# Business Trip to SD



## SteamboatDave (Feb 10, 2004)

I'll be in SD from Sun 7/25 thru Tues 7/27 and am looking for ride ideas. Sunday is a totally free day and would like a longer (50-70 mi) ride. Mon and Tues would be evening rides after my business meetings. I'm staying at the Sheraton San Diego on Mission Bay so I'd like to start there unless the traffic makes it out of the question in which case I can drive to the start. Never been to SD before so I have no idea what's available. I'm from the mtns of Colorado so climbs aren't a problem. I ordered the SD County Bike map but I doubt it will arrive in time. I leave this next weekend for a week tour through WY then drive to SD the following Fri/Sat. Thanks

Dave


----------



## FunkySoul (Jun 8, 2004)

*Coast*

Ride the coast. Its fairly flat and at times windy but there will be plenty bikers of all levels and its picturesque.
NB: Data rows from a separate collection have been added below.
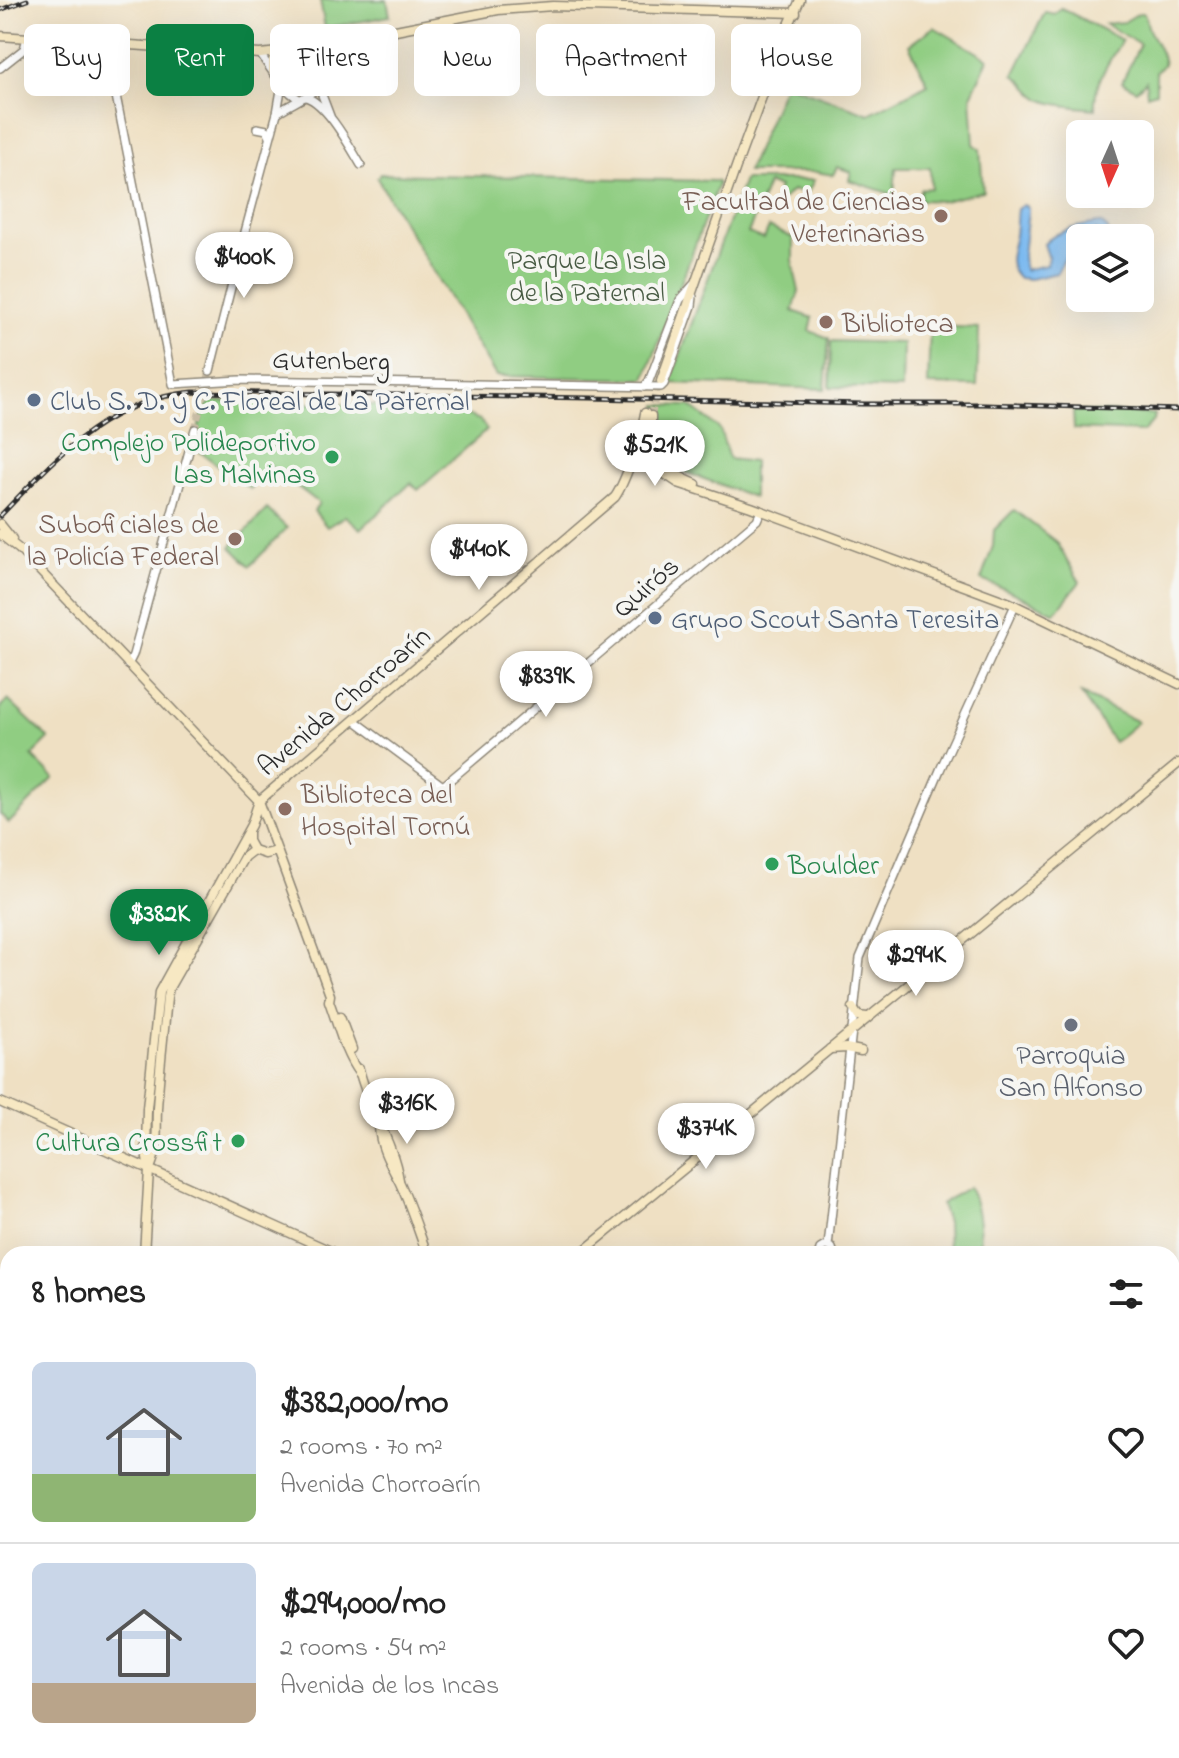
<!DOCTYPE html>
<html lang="en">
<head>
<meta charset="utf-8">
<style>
  :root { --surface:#fff; --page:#f2f2f2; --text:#222; --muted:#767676; --line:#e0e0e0; --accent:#0b8043 }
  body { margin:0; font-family:"Indie Flower",sans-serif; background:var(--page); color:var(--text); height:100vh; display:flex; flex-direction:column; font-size:30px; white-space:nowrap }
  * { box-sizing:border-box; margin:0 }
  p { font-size:26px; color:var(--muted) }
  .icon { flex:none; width:44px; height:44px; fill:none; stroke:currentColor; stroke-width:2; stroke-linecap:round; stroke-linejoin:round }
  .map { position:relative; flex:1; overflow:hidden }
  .side { position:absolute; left:0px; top:1246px; width:1180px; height:512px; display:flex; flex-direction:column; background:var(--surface); border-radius:24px 24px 0 0; box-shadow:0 8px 32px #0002 }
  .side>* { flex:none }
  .hud { position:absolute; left:24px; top:24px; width:1132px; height:72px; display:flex; gap:16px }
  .needle { width:52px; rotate:183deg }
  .buttons { position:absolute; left:1066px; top:120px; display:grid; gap:16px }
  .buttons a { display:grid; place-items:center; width:88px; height:88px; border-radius:12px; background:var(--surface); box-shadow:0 8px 32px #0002; font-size:40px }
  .price { position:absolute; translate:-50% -68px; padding:0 18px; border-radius:28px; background:#fff; color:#222; font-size:26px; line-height:52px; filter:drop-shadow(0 2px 4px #0008) }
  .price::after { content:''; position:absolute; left:50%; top:48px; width:24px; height:18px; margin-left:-12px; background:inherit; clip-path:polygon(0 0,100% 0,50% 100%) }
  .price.active { background:var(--accent); color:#fff }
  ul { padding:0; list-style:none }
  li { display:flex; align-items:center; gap:24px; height:200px; padding:0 32px }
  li+li { border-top:2px solid var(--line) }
  li span { display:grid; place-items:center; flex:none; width:224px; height:160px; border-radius:12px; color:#555 }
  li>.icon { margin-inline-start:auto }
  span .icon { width:96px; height:96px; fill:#fffc; stroke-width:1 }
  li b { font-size:34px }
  h2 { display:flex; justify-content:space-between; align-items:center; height:96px; padding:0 32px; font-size:34px }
  .chip { padding:0 28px; border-radius:12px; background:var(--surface); box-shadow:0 8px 32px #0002; font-size:28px; line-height:72px }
  .chip.active { background:var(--accent); color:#fff }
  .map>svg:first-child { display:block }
  .green { fill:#90cd82; stroke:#5e7c56; stroke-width:2 }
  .water { fill:#7cbaf0; stroke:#54728e; stroke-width:2 }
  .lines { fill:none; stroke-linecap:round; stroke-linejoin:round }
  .tertiary-tunnel { stroke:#c8bca5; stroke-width:7; stroke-dasharray:7 3.5; stroke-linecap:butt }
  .secondary-tunnel { stroke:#c8bca5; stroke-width:8; stroke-dasharray:8 4; stroke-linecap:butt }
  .tertiary-casing { stroke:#8d8677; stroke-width:10 }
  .secondary-casing { stroke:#8d8677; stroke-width:11 }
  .tertiary { stroke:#fff; stroke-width:7 }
  .secondary { stroke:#f7e8c3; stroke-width:8 }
  .rail-casing { stroke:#2b2b2b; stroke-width:5 }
  .rail { stroke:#f6f6f2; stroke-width:2; stroke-dasharray:6; stroke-linecap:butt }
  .education-dot { fill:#8d6e63; stroke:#f6f6f2; stroke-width:3 }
  .service-dot { fill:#5c6f8a; stroke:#f6f6f2; stroke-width:3 }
  .leisure-dot { fill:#2e9e5b; stroke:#f6f6f2; stroke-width:3 }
  .worship-dot { fill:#6b7280; stroke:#f6f6f2; stroke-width:3 }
  .labels { text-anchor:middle; stroke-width:8; stroke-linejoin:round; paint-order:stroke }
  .education-label { font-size:28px; fill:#785e54; stroke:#f6f6f2; text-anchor:end }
  .park-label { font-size:28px; fill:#495c45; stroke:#f6f6f2 }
  .street-label { font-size:28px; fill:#2b2b2b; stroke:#f6f6f2 }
  .service-label { font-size:28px; fill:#4e5e75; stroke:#f6f6f2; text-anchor:start }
  .leisure-label { font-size:28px; fill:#27864d; stroke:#f6f6f2; text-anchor:end }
  .worship-label { font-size:28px; fill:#5b616d; stroke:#f6f6f2 }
</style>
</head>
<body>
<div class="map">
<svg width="1179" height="1758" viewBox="0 0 1179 1758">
  <rect width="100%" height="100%" fill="#f6f6f2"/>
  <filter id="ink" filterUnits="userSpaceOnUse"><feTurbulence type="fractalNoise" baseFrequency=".0125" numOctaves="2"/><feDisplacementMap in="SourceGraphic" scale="16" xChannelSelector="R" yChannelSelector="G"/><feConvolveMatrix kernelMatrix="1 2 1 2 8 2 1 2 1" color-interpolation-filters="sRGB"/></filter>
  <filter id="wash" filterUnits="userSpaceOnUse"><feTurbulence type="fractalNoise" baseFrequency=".006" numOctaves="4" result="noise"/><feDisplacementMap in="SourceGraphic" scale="32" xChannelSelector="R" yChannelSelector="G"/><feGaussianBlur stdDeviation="1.8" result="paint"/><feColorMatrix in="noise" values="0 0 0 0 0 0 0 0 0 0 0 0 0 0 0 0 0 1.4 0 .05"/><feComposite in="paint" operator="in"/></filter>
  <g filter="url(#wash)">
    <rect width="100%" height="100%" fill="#efe0c3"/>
    <!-- green -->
    <g class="green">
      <path d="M320 0H387L390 16 325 28Z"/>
      <path d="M1061 8 1122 40C1109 62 1093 83 1095 109 1080 107 1056 106 1043 100 1030 94 1026 81 1014 75L1045 12 1054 14Z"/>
      <path d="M1139 13H1144C1147 19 1147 26 1150 32 1156 43 1162 51 1164 64L1156 71V92L1147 95 1146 81 1136 90 1122 82 1140 44 1105 24 1124 22Z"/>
      <path d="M934 27 988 59 971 96 974 144 980 149 983 191 944 201 920 200V189L931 188 930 168H896L894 195 849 180 851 172 837 167 833 175 816 172H747L785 83 869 114 928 84 909 45Z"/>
      <path d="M319 51 323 54 311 89 305 94H296L276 68 277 58Z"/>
      <path d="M380 174 716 181 718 184 645 379 496 376 377 178Z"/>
      <path d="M744 180H814L807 194 793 190 782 200 775 198 779 187 768 184 748 233 764 239 769 227 793 238V265L799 291 793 311 813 318 810 331 829 338 825 389 670 383Z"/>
      <path d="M930 326 979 328 977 386 928 385Z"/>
      <path d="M831 341 903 343 902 389 830 387Z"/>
      <path d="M211 401 447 407 480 420 487 430 418 490 411 483 361 529 345 516 327 527 314 511 319 503 270 466 250 489 195 448C198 431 200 413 211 401Z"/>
      <path d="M658 405 690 406 720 429 729 459 753 462V497L680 470C652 456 657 432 658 405Z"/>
      <path d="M1073 411 1155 414 1154 420 1143 432 1074 429Z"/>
      <path d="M267 509 287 528 250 566 231 547Z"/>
      <path d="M1014 510 1056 542 1080 582 1055 613 1005 589 981 580 993 546 994 530Z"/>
      <path d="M1081 694 1138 722 1114 742Z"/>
      <path d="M8 700 49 739 32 756 54 778 9 823 0 814V708Z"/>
      <path d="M969 1187C979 1208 980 1228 980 1250L948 1249 947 1222 941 1204Z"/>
    </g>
    <!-- water -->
    <path class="water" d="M1023 205 1028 207V211L1023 255 1024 270 1047 265 1048 256 1044 244C1058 229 1080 226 1099 223 1106 225 1110 231 1110 238H1099L1098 232 1096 230 1090 235 1091 238H1080V247L1067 254 1057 273 1030 279 1019 278C1004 264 1012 251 1015 235 1016 227 1016 218 1017 209Z"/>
  </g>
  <g filter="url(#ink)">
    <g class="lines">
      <!-- tertiary-tunnel -->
      <path class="tertiary-tunnel" d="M195 429 210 371"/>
      <!-- secondary-tunnel -->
      <path class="secondary-tunnel" d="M651 416 656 391 660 383"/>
      <!-- tertiary casing -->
      <g class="tertiary-casing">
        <g id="tertiary">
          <path d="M106 45 173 384 240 380 661 387 664 384 692 306 693 297"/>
          <path d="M260 54C272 70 282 89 299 99"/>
          <path d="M0 68 24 49 27 38"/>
          <path d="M306 97C327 104 349 145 361 165"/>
          <path d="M277 113C292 102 311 97 320 84"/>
          <path d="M330 116 322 95 320 84 331 43"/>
          <path d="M257 128 267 130 270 136"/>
          <path d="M210 371 245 232 277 113 282 84"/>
          <path d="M644 387 649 381 680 300 693 285"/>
          <path d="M128 665 133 655 195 429"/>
          <path d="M354 720 443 786 757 520 761 511"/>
          <path d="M828 1246 860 958 940 770 1015 605"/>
          <path d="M819 1254 820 1249 825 1246 832 1248 834 1254"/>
          <path d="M1172 1301 1179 1297"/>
          <path d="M1172 1681 1179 1676"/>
          <path d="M1172 1689 1179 1685"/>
          <path d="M437 1758 450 1750"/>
          <path d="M1048 1758 1059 1750"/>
          <path d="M1062 1758 1075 1750"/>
        </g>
      </g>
      <!-- secondary casing -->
      <g class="secondary-casing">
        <g id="secondary">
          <path d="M0 36 260 54 288 51 498 10 553 6 796 13"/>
          <path d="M273 71V60L276 53"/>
          <path d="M661 381 736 167 787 29 800 0"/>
          <path d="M651 416C650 457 659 469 696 484"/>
          <path d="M644 431 646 445 652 461 660 471 678 483 751 507 1010 603 1179 684"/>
          <path d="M0 524 12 539"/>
          <path d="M0 534 19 549 259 801 330 995 329 1001C338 1025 344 1053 359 1073"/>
          <path d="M248 832V841L253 850 265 854 277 851"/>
          <path d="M853 1008 858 1016 867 1017"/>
          <path d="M340 1017 352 1049"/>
          <path d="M830 1049 846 1048 861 1051"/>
          <path d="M359 1069C368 1108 393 1141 399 1180"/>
          <path d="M0 1102 337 1254"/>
          <path d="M379 1126C380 1147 389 1162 399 1181 410 1204 418 1230 427 1254"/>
          <path d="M149 1170C159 1152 156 1129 157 1109 159 1072 164 1034 167 997L169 988 244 857 253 850"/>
          <path d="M144 1254 149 1170 146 1152 147 1108 159 992 251 825 259 801 615 497C626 481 642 433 645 413"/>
          <path d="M580 1254 1179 763"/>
          <path d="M0 1512 8 1514"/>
          <path d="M0 1620 8 1615"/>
          <path d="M0 1634 8 1629"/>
          <path d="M609 1750 617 1758"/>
          <path d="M743 1750 747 1758"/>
          <path d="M1027 1750 1036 1758"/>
        </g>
      </g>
      <!-- tertiary -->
      <use href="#tertiary" class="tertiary"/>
      <!-- secondary -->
      <use href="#secondary" class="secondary"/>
      <!-- rail casing -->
      <g class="rail-casing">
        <g id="rail">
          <path d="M0 10 27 0"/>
          <path d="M0 516C57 457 106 400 193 392L590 398 864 404H982L1179 410"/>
        </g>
      </g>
      <!-- rail -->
      <use href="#rail" class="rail"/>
    </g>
  </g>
  <!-- markers -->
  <g class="education-dot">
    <circle cx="941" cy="216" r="8"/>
    <circle cx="826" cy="322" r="8"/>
    <circle cx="235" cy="539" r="8"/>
    <circle cx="285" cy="809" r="8"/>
  </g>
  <g class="service-dot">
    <circle cx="34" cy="400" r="8"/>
    <circle cx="655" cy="618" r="8"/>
  </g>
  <g class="leisure-dot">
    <circle cx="332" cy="457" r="8"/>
    <circle cx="772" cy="864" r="8"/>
    <circle cx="238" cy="1141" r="8"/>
  </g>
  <circle class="worship-dot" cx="1071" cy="1025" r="8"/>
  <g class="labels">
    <!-- education labels -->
    <g class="education-label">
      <text x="925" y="210">Facultad de Ciencias<tspan x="925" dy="32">Veterinarias</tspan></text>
      <text x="842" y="332" text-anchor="start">Biblioteca</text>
      <text x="219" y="533">Suboficiales de<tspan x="219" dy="32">la Policía Federal</tspan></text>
      <text x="301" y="803" text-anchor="start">Biblioteca del<tspan x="301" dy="32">Hospital Tornú</tspan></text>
    </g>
    <!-- park labels -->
    <g class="park-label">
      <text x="587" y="269">Parque La Isla<tspan x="587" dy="32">de la Paternal</tspan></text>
    </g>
    <!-- street labels -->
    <g class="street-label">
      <text transform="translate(331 359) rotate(1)" y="10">Gutenberg</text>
      <text transform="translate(645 586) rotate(-41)" y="10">Quirós</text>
      <text transform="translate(343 700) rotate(-40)" y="10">Avenida Chorroarín</text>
    </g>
    <!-- service labels -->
    <g class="service-label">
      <text x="50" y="410">Club S. D. y C. Floreal de La Paternal</text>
      <text x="671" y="628">Grupo Scout Santa Teresita</text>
    </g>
    <!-- leisure labels -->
    <g class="leisure-label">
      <text x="316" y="451">Complejo Polideportivo<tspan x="316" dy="32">Las Malvinas</tspan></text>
      <text x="788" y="874" text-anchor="start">Boulder</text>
      <text x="222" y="1151">Cultura Crossfit</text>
    </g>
    <!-- worship labels -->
    <g class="worship-label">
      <text x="1071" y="1064">Parroquia<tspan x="1071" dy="32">San Alfonso</tspan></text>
    </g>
  </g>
</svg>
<div class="buttons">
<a><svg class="needle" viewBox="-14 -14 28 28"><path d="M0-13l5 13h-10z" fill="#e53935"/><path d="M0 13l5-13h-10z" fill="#767676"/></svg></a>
<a><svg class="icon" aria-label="layers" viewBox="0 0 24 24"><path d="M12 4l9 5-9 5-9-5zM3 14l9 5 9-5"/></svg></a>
</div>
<b class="price" style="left:244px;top:300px">$400K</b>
<b class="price" style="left:655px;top:488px">$521K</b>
<b class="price" style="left:479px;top:592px">$440K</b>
<b class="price" style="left:546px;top:719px">$839K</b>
<b class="price active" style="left:159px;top:957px">$382K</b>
<b class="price" style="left:916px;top:998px">$294K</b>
<b class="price" style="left:407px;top:1146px">$316K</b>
<b class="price" style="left:706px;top:1171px">$374K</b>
<div class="hud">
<a class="chip">Buy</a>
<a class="chip active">Rent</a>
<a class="chip">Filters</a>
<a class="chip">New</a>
<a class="chip">Apartment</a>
<a class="chip">House</a>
</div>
<section class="side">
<h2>8 homes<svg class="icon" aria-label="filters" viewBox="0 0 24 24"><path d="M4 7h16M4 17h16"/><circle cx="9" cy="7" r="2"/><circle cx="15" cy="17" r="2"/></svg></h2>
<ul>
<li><span style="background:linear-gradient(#c9d6e8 70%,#8fb573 0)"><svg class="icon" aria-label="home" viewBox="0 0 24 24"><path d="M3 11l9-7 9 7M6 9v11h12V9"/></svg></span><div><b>$382,000/mo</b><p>2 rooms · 70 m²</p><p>Avenida Chorroarín</p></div><svg class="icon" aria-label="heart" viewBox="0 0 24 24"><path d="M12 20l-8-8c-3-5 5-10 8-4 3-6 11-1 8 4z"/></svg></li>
<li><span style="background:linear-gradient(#c9d6e8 75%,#b9a48a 0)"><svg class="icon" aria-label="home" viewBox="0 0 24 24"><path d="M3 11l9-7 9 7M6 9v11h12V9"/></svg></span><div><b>$294,000/mo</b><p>2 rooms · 54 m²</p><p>Avenida de los Incas</p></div><svg class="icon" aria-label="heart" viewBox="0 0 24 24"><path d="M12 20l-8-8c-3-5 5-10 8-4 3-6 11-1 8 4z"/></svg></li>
</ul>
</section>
</div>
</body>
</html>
I don't know what would be the best way out of Mission Bay, but it definetely isn't too difficult.




SteamboatDave said:


> I'll be in SD from Sun 7/25 thru Tues 7/27 and am looking for ride ideas. Sunday is a totally free day and would like a longer (50-70 mi) ride. Mon and Tues would be evening rides after my business meetings. I'm staying at the Sheraton San Diego on Mission Bay so I'd like to start there unless the traffic makes it out of the question in which case I can drive to the start. Never been to SD before so I have no idea what's available. I'm from the mtns of Colorado so climbs aren't a problem. I ordered the SD County Bike map but I doubt it will arrive in time. I leave this next weekend for a week tour through WY then drive to SD the following Fri/Sat. Thanks
> 
> Dave


----------